Dito terdiam. Dari seluruh keluarga Mora, hanya dialah orang di luar lingkaran keluarga inti yang tahu persis bagaimana dekatnya perempuan itu dengan sang kakek. Mora yang anti mudik ke kampung halaman bahkan rela langsung pergi begitu mendengar ompungnya kena luka tusuk. Hal yang belum tentu sama akan dilakukan Mora pada dua orang tuanya.

“Ompung minta aku segera nikah sama paribanku. Ini juga soal wasiat mendiang Ompung Dame.”

Dengan ringkas Mora menceritakan tugasnya sebagai ahli waris yang baru diketahui saat pulang ke Medan kemarin. Di hadapannya Dito terbengong-bengong mendengar kisah sang sepupu yang ajaib.

“Astaga. Kaya mendadak ko, Mor.” Lelaki itu menggeleng-geleng.

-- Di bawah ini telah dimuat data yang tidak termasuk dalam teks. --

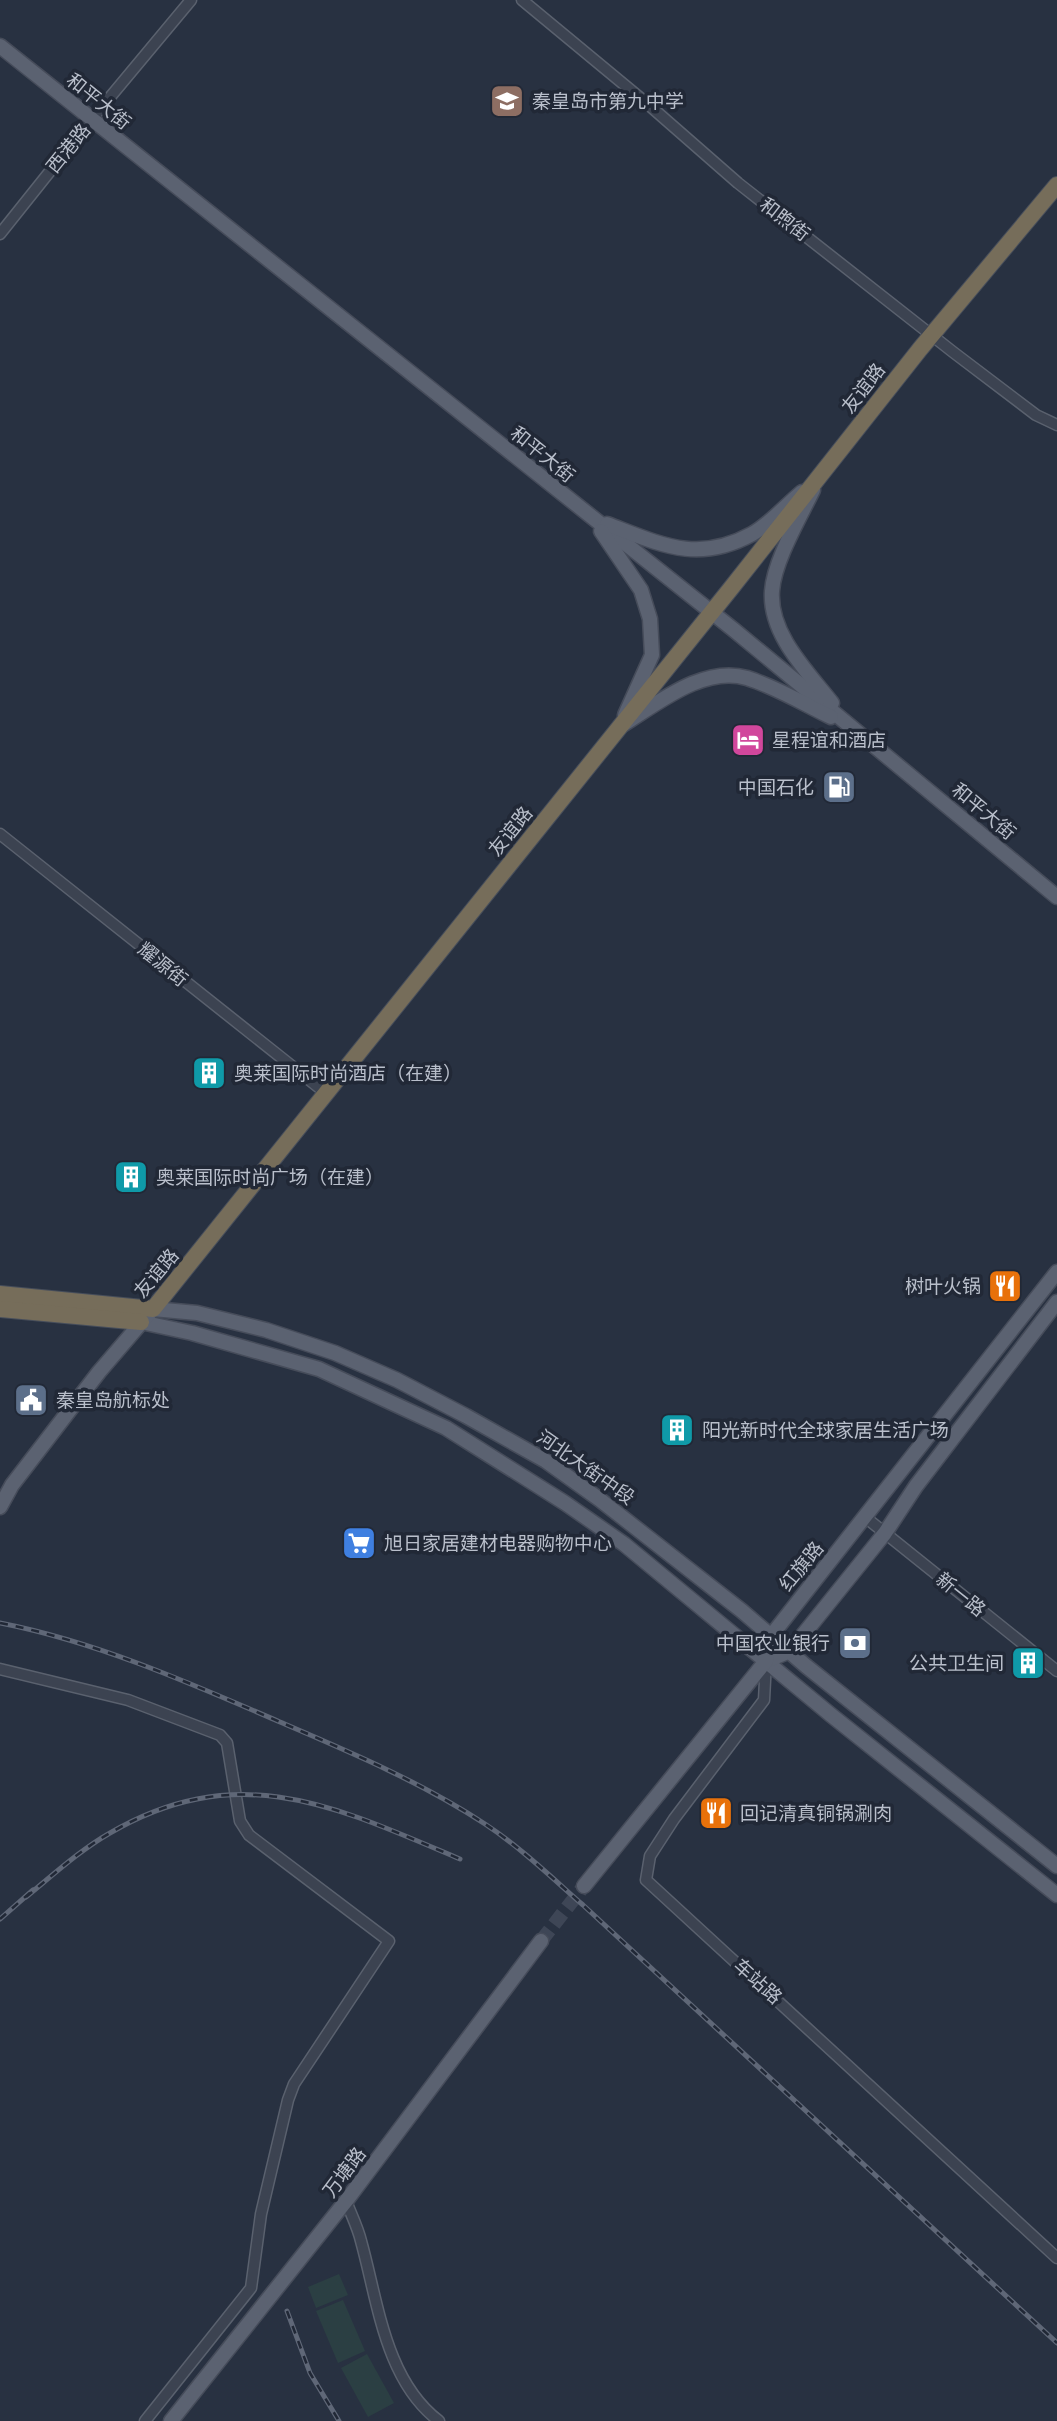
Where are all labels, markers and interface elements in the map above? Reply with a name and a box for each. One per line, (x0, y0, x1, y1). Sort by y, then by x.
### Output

“Belum kayalah aku. Warisan Ompung Dame baru berhak kumiliki kalau nikah sama Bang Bara.”

“Tapi memang benar kata ompung ko. Ompung Pintor memang trouble maker kali. Tiap ada dia selalu saja acara keluarga rusak.”

Mora ingat dengan acara mangulosi salah satu saudaranya. Di sana Ompung Pintor juga membuat kekacauan dengan mencuri perhiasan keluarga pengantin. Untungnya kepergok.

Bahkan aktivitas kriminal semacam itu pun tak kunjung membuat Ompung Pintor dipenjara. Keluarga mereka kekeh bertahan tidak melaporkan aksi ompung ke polisi. Bagi Mora, itulah alasan terbesar mengapa Ompung Pintor masih besar kepala sampai sekarang. Karena pria tua itu merasa di atas angin.

“Nah, jadi cemana rencana nikahan ko sama Bang Bara?” Dito membuyarkan lamunan sepupunya.

“Tiga bulan lagi di Medan. Jadi panitia kau nanti. Mamak sudah pesan khusus ke aku buat kasih kabar kau.”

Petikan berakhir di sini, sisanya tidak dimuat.